Records for this exercise:
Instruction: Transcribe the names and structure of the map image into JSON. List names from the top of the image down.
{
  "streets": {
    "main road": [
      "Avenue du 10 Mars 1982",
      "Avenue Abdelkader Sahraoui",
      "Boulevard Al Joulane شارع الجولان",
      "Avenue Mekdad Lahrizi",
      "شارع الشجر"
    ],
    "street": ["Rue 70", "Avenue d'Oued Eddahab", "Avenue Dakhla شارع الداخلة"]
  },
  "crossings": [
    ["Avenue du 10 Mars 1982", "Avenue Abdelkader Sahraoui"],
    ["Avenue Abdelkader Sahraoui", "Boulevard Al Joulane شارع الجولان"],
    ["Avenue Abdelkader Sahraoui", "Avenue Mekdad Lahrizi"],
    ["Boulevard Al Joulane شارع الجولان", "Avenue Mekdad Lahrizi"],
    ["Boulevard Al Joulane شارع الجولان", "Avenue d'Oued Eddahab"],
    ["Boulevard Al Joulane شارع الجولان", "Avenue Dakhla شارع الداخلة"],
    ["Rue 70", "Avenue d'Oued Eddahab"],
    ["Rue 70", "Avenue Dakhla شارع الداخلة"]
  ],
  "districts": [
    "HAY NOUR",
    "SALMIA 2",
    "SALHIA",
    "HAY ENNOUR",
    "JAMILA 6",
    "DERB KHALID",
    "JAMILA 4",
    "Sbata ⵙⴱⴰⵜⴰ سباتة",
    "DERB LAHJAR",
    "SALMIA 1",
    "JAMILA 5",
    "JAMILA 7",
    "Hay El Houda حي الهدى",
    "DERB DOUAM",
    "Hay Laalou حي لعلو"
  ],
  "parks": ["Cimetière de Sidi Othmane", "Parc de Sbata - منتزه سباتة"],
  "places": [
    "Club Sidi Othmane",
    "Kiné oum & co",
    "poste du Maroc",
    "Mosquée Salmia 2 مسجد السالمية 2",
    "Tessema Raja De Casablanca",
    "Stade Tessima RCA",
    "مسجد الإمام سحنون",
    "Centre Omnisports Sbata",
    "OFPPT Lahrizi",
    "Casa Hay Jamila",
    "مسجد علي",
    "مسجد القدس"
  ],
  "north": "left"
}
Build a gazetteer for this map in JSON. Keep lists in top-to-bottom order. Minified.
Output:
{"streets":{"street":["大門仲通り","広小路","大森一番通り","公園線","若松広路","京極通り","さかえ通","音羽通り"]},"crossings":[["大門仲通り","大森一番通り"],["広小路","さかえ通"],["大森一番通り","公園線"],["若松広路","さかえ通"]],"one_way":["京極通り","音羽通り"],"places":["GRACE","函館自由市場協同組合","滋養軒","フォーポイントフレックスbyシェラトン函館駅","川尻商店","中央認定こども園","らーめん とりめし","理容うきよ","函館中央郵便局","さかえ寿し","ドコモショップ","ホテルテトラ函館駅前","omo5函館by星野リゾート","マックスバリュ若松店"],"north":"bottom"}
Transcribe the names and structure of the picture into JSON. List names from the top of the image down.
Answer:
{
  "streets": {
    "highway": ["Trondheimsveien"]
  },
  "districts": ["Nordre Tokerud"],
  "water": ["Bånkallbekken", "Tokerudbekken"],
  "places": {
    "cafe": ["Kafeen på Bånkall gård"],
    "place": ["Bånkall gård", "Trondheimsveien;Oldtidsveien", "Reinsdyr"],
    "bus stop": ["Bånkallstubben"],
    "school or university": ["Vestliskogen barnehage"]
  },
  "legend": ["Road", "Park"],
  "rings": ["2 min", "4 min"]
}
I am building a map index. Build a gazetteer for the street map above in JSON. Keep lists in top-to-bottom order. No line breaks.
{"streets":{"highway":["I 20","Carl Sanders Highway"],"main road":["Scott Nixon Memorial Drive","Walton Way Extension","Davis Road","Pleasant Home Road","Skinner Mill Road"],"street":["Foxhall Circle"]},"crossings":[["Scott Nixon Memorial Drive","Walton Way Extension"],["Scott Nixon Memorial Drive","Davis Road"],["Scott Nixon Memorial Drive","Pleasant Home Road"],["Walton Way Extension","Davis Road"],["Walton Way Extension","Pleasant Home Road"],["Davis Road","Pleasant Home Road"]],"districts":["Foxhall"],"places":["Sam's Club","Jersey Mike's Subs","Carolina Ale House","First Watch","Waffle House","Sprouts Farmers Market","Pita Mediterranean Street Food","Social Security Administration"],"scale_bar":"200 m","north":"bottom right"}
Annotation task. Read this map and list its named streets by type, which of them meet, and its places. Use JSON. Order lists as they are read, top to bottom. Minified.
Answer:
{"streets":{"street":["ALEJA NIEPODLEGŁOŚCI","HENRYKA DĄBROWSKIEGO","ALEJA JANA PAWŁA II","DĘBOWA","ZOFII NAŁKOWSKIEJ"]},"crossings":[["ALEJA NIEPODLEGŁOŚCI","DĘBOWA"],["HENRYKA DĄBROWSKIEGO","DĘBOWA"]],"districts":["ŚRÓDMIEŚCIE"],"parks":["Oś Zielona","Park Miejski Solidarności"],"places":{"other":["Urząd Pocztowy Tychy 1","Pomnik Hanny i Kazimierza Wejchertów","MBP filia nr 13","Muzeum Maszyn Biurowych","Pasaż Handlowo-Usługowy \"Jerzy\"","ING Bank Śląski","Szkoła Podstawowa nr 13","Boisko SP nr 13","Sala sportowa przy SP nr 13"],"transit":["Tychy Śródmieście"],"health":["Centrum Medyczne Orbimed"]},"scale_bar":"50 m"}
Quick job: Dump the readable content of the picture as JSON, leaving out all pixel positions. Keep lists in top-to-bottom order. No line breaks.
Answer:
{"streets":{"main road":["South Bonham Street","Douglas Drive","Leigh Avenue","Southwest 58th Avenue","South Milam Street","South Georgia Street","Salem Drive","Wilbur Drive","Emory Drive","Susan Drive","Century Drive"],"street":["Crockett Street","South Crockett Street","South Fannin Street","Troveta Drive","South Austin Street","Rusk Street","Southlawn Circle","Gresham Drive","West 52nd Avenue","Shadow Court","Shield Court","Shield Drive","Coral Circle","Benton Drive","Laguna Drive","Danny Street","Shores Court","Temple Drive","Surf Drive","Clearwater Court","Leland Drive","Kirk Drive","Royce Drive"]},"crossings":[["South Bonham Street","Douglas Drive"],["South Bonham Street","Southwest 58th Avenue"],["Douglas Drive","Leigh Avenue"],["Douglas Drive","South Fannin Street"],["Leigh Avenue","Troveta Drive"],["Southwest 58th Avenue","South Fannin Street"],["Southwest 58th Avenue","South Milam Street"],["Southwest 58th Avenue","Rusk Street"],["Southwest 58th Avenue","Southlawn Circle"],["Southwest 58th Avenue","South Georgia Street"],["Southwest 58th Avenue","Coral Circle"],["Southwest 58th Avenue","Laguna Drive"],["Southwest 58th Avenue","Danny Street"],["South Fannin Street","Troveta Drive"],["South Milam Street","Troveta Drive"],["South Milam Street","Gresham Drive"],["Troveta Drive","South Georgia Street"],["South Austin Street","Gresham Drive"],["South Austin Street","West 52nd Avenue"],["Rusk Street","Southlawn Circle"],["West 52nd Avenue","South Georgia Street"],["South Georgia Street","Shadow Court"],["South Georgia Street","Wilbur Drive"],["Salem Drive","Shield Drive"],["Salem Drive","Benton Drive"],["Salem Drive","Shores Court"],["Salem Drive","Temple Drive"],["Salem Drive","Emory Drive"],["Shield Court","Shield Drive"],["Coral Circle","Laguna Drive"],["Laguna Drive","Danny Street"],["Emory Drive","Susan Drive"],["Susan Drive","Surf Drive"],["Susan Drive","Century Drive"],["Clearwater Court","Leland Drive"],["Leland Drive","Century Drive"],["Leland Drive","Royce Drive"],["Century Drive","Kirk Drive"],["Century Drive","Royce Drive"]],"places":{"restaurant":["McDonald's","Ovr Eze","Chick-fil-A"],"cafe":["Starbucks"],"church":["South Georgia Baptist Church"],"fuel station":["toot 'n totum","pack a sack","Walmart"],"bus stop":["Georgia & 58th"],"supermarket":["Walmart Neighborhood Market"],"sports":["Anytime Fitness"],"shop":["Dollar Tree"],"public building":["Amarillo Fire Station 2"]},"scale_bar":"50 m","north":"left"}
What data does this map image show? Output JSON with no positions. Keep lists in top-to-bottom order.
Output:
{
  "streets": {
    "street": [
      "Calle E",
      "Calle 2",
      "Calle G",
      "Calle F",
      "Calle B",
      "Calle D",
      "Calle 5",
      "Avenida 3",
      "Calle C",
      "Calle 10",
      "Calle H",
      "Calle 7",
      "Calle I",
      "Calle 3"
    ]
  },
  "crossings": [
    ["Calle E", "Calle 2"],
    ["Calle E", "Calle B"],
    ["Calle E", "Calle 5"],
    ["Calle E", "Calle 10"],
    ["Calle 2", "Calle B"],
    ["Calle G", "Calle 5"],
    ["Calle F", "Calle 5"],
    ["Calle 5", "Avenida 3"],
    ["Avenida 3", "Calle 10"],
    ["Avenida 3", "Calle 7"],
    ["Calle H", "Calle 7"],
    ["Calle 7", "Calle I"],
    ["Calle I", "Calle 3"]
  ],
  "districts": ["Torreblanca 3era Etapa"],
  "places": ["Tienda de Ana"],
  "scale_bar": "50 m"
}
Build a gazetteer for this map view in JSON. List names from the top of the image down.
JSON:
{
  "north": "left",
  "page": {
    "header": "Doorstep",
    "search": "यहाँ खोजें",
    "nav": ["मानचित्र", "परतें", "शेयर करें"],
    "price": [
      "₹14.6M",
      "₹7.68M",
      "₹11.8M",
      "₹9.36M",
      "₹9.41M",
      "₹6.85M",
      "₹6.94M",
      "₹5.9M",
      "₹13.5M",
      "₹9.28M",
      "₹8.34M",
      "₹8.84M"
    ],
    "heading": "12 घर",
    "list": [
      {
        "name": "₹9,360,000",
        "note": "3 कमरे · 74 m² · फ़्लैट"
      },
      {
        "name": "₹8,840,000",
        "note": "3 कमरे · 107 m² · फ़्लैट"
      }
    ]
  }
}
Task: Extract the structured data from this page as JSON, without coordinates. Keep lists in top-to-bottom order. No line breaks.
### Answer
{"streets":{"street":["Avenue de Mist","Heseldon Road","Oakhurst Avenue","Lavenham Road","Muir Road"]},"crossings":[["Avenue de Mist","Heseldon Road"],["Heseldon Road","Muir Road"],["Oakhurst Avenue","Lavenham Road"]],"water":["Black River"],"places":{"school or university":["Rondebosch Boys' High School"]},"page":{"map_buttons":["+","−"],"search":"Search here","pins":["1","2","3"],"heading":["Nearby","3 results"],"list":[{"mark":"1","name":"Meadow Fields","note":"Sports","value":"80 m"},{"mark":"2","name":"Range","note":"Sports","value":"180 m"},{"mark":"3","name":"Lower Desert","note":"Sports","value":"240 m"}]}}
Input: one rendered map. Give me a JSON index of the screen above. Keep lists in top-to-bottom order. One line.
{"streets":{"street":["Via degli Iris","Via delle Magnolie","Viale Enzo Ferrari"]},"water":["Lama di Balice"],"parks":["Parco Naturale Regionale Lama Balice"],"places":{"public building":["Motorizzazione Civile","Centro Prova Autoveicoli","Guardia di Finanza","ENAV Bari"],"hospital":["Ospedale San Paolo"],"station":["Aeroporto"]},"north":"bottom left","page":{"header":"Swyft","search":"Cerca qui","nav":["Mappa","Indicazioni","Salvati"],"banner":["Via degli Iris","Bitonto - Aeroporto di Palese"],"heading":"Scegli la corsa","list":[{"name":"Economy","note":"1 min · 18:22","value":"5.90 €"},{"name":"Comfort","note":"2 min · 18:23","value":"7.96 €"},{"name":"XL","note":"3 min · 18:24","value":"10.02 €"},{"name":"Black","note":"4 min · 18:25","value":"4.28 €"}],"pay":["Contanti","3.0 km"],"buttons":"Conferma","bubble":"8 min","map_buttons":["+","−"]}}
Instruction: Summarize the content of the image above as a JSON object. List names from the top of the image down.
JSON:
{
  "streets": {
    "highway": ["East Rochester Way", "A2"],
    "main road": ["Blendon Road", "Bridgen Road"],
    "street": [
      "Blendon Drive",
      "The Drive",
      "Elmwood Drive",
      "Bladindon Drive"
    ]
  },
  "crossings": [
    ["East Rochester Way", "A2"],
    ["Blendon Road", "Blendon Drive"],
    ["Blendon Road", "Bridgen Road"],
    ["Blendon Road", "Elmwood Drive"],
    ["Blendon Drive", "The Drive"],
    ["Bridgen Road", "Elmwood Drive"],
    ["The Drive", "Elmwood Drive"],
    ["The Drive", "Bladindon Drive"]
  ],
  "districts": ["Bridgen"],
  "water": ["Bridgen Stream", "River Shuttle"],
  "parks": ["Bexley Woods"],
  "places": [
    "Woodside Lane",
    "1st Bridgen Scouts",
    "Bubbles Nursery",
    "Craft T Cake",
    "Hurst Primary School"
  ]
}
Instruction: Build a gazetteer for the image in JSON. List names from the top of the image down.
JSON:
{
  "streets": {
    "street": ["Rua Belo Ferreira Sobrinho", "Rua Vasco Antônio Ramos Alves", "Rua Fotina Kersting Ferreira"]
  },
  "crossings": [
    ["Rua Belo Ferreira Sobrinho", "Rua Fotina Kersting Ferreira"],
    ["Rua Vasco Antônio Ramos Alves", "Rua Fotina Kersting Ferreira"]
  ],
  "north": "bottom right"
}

Work order: Look above for the line holding "Input: one rendered" and the line holding "Instruction: Summarize the". Retype both, and every line between them, word for word and nothing else.

Answer below:
Input: one rendered map. Give me a JSON index of the screen above. Keep lists in top-to-bottom order. One line.
{"streets":{"street":["Via degli Iris","Via delle Magnolie","Viale Enzo Ferrari"]},"water":["Lama di Balice"],"parks":["Parco Naturale Regionale Lama Balice"],"places":{"public building":["Motorizzazione Civile","Centro Prova Autoveicoli","Guardia di Finanza","ENAV Bari"],"hospital":["Ospedale San Paolo"],"station":["Aeroporto"]},"north":"bottom left","page":{"header":"Swyft","search":"Cerca qui","nav":["Mappa","Indicazioni","Salvati"],"banner":["Via degli Iris","Bitonto - Aeroporto di Palese"],"heading":"Scegli la corsa","list":[{"name":"Economy","note":"1 min · 18:22","value":"5.90 €"},{"name":"Comfort","note":"2 min · 18:23","value":"7.96 €"},{"name":"XL","note":"3 min · 18:24","value":"10.02 €"},{"name":"Black","note":"4 min · 18:25","value":"4.28 €"}],"pay":["Contanti","3.0 km"],"buttons":"Conferma","bubble":"8 min","map_buttons":["+","−"]}}
Instruction: Summarize the content of the image above as a JSON object. List names from the top of the image down.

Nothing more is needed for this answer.